La hausse des prix des appartements à Bordeaux est spectaculaire la hausse atteint 18,6 %. Elle est aussi très vive à Lyon (+9,2 %) et, dans une moindre mesure à Rennes (+6,7 %). À l’inverse, quelques villes affichent des baisses de prix. C’est le cas à Grenoble (-3,9 %) et aussi à Saint-Étienne (-2,1 %) où les prix sont particulièrement bas (860 € le m2).
Pour les maisons anciennes, les hausses sont plus homogènes. Quatre villes voient leur prix augmenter de plus de 5 %. C’est le cas de Bordeaux (+7,3 %), de Rennes (+6,0 %), mais aussi de Reims (+5,3 %) et de Lyon (+5,1 %).

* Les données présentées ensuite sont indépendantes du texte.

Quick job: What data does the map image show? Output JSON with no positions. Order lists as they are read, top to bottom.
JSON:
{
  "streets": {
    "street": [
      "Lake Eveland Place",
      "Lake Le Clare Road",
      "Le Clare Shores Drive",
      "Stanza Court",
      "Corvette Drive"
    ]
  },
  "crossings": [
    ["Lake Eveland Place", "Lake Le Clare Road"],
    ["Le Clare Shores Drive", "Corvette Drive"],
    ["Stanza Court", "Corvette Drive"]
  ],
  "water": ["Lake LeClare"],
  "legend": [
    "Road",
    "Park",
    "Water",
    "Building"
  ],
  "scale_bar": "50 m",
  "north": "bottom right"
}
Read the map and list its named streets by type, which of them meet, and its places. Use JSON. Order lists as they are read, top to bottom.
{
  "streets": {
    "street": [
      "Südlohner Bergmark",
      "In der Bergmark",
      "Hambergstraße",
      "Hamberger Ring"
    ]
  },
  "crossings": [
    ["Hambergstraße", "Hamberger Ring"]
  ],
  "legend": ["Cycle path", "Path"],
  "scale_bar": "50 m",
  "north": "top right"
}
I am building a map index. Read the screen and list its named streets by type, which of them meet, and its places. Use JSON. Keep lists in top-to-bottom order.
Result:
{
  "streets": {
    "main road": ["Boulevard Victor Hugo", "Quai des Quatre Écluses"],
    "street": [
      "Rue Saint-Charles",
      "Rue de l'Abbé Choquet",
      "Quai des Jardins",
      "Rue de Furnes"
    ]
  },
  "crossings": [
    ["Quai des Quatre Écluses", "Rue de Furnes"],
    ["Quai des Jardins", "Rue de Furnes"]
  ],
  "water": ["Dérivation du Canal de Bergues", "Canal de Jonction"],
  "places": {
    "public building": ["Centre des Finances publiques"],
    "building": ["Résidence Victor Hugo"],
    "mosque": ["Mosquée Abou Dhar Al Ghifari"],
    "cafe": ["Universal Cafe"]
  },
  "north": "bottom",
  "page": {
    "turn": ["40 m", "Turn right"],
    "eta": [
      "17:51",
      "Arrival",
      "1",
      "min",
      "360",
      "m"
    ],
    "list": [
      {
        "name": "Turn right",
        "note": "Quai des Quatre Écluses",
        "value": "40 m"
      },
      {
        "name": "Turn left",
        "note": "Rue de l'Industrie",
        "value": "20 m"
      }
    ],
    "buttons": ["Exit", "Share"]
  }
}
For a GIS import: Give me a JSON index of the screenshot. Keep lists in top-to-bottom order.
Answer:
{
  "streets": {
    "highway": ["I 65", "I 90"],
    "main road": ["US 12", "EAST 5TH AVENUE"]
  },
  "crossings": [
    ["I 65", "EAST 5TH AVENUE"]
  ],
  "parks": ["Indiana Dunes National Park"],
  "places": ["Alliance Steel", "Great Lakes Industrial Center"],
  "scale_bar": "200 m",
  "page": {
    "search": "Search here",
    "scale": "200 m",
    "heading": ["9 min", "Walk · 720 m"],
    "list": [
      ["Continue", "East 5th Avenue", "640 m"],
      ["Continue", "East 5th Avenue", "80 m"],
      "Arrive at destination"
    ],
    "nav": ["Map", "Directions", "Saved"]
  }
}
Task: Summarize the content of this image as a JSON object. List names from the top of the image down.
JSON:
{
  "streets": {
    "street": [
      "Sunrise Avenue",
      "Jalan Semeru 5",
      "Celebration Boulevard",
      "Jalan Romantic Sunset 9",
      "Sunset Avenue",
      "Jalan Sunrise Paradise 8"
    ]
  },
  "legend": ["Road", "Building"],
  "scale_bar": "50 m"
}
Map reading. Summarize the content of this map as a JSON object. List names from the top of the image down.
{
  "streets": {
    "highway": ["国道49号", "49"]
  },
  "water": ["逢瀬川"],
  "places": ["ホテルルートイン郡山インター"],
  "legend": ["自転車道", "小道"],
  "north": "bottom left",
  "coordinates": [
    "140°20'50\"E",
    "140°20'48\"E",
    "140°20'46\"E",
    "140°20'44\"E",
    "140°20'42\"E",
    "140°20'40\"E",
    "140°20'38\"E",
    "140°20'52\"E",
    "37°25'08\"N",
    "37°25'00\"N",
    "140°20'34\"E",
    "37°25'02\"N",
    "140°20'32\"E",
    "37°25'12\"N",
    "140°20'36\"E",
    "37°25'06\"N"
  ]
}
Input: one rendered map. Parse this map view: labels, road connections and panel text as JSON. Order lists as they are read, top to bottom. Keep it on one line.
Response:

Source : base immobilière des notaires de France. Prix de vente médian des agglomérations (ville centre + banlieue).

En Ile-de-France

En région parisienne, le volume des ventes de logements anciens est en léger repli (-2 % en variation annuelle) au 3e trimestre 2018, mais reste à un niveau élevé avec 175 430 ventes annuelles.Les prix sont toujours orientés à la hausse puisqu’ils ont augmenté en un an de +3,5 % au 3e trimestre 2018.
Les prix des appartements ont atteint de nouveaux records avec un prix moyen au m2 de 5 970 €. (+4,2 % en un an) et devraient atteindre 6050 € au 4e trimestre.
Quant aux maisons anciennes le niveau d’activité se stabilise à un haut niveau (-1 %) avec 55 700 ventes annuelles. Le prix moyen au 3e trimestre 2018 d’une maison en Ile-de-France est de 312 800 €, un prix qui a progressé en un an de +2,0 %.Le marché parisien se caractérise par un ralentissement des volumes (-3 %) en un an et une poursuite de la hausse des prix (+6,2 %) en un an à 9 500 € le m2.

Petite couronne

En petite couronne, l’activité reste à un haut niveau (-2 %), la Seine-Saint-Denis marquant un record de ventes d’appartements (+9 %), contrastant avec celui des Hauts-de-Seine (-7 %).
Le marché des maisons est plus dynamique (+6 %) mais également contrastés entre les Hauts de Seine (-1 %) et la Seine-Saint-Denis (+13 %).
Selon les indicateurs avancés, les prix des appartements anciens au 4e trimestre 2018 devraient augmenter en petite couronne de +6,1 %, notamment en Seine Saint-Denis (+8,2 %).Les prix des maisons devraient également augmenter de plus de 6 % en petite couronne (+6,6 %).

Grande couronne

En grande couronne, le marché des appartements est en progression (+2 % d’activité), l’activité y étant soutenue par les Yvelines (+11 %) tandis que l’Essonne se replie (-4 %).Pour les maisons,le marché est stable (+1 %), notamment dans le Val d’Oise (0 %) et diminue un peu dans les Yvelines (-3 %).
Les notaires estiment que les prix des appartements devraient peu évoluer en grande couronne (+2,8 %) en un an. Ceux des maisons anciennes devraient stagner (+2,3 % en un an). Le département le plus stable est la Seine et Marne (+0,6 %) et le plus dynamique est les Yvelines (+3,8 %).
Le prix moyen d’une maison en petite couronne est de 379 300 € et celui d’un appartement de 4 750 € le m2. En grande couronne ; est de 284 700 € et le prix d’un appartement de 3 040 le m2.